WORK REQUIRED » What follows is a set of entries. Give them again exactly, without the pictures.

[Dataset entries]
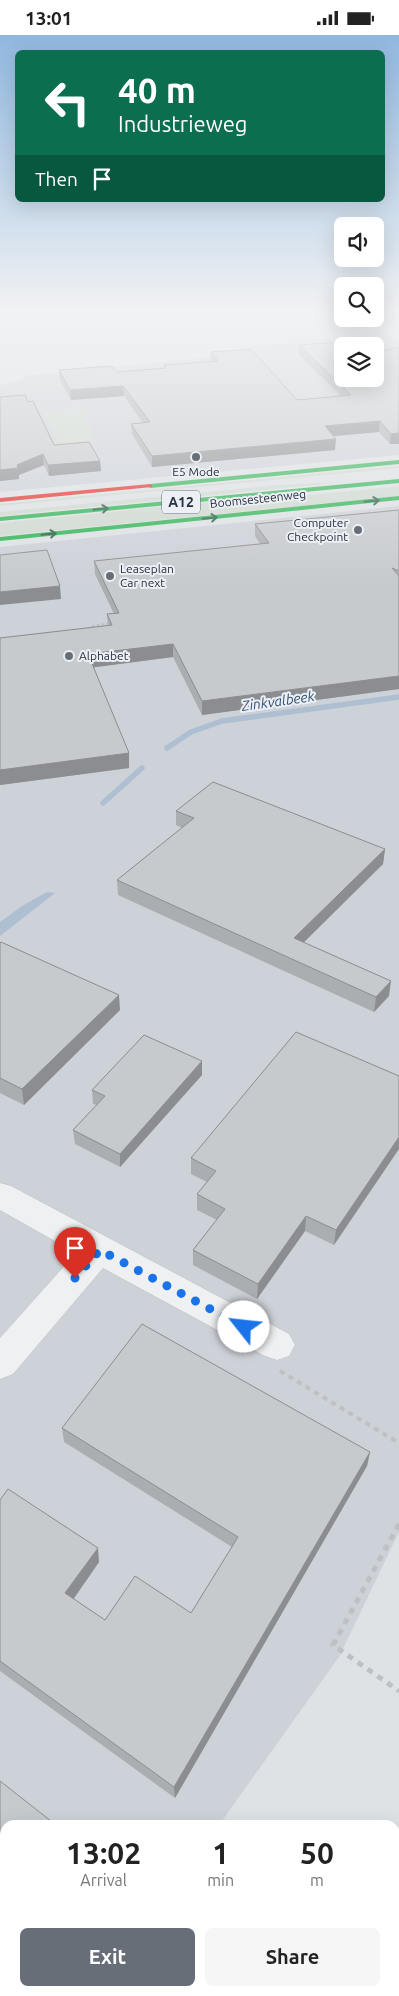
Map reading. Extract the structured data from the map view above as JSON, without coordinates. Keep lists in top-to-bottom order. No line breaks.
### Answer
{"streets":{"main road":["Boomsesteenweg","A12"]},"water":["Zinkvalbeek"],"places":["E5 Mode","Computer Checkpoint","Leaseplan Car next","Alphabet"],"page":{"status":"13:01","turn":["40 m","Industrieweg"],"then":"Then","eta":["13:02","Arrival","1","min","50","m"],"buttons":["Exit","Share"]}}
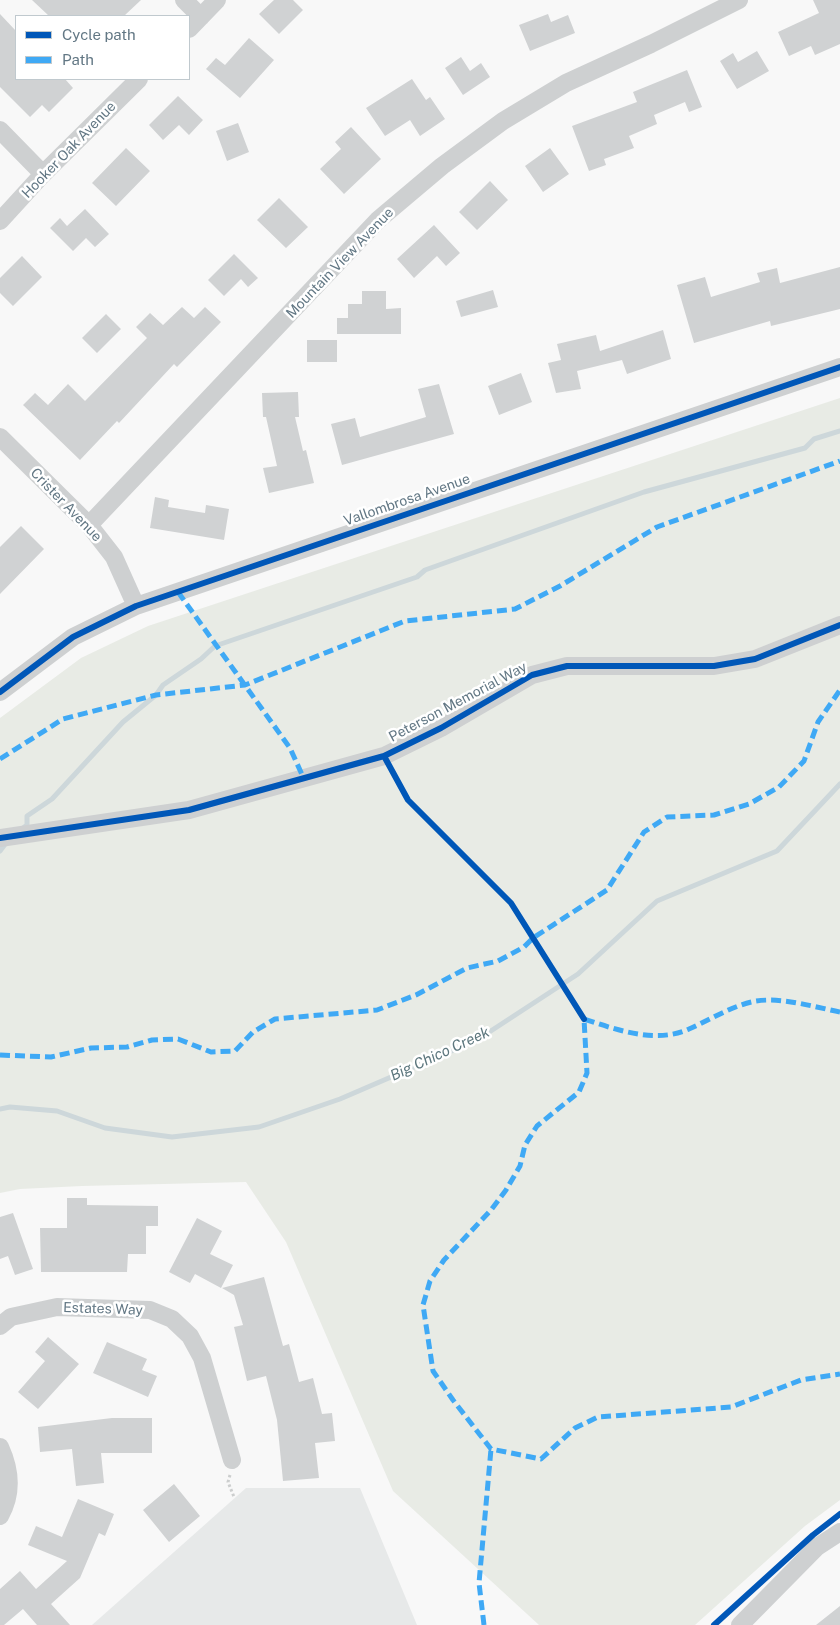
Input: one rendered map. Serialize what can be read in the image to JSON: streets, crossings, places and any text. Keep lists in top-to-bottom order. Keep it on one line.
{"streets":{"street":["Hooker Oak Avenue","Mountain View Avenue","Vallombrosa Avenue","Crister Avenue","Peterson Memorial Way","Estates Way"]},"crossings":[["Mountain View Avenue","Crister Avenue"],["Vallombrosa Avenue","Crister Avenue"]],"water":["Big Chico Creek"],"legend":["Cycle path","Path"]}
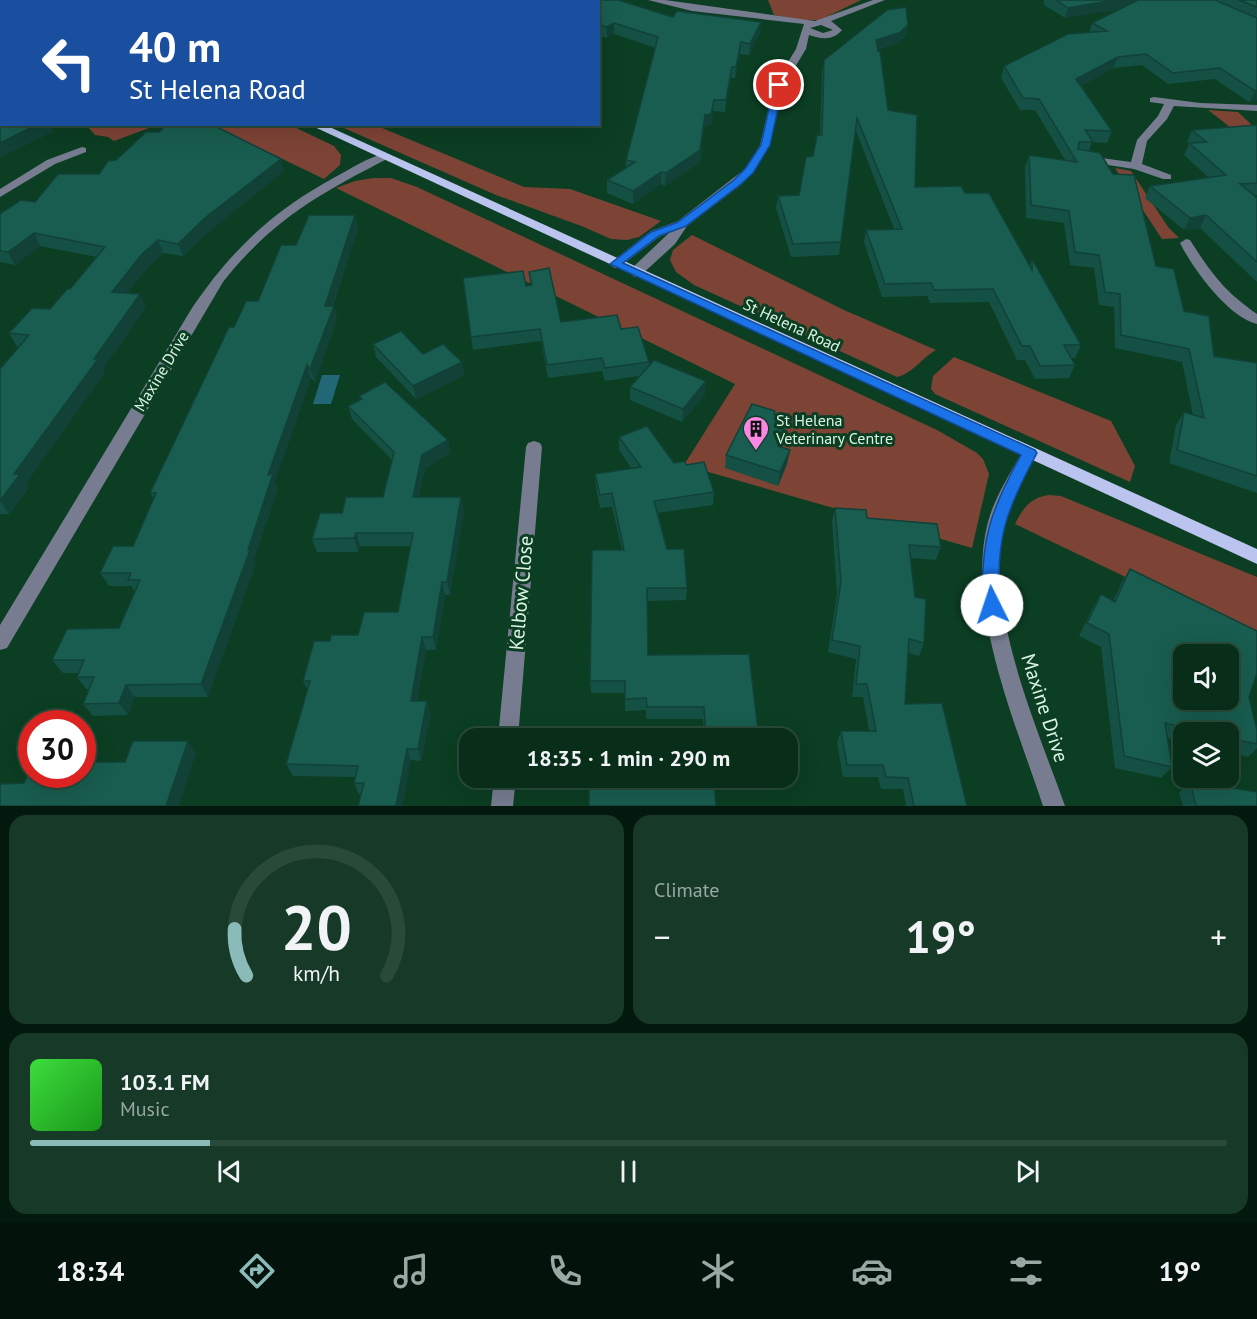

ANSWER BOX »
Map reading. Extract the structured data from the map view above as JSON, without coordinates. Keep lists in top-to-bottom order. No line breaks.
### Answer
{"streets":{"main road":["Boomsesteenweg","A12"]},"water":["Zinkvalbeek"],"places":["E5 Mode","Computer Checkpoint","Leaseplan Car next","Alphabet"],"page":{"status":"13:01","turn":["40 m","Industrieweg"],"then":"Then","eta":["13:02","Arrival","1","min","50","m"],"buttons":["Exit","Share"]}}
Input: one rendered map. Serialize what can be read in the image to JSON: streets, crossings, places and any text. Keep lists in top-to-bottom order. Keep it on one line.
{"streets":{"street":["Hooker Oak Avenue","Mountain View Avenue","Vallombrosa Avenue","Crister Avenue","Peterson Memorial Way","Estates Way"]},"crossings":[["Mountain View Avenue","Crister Avenue"],["Vallombrosa Avenue","Crister Avenue"]],"water":["Big Chico Creek"],"legend":["Cycle path","Path"]}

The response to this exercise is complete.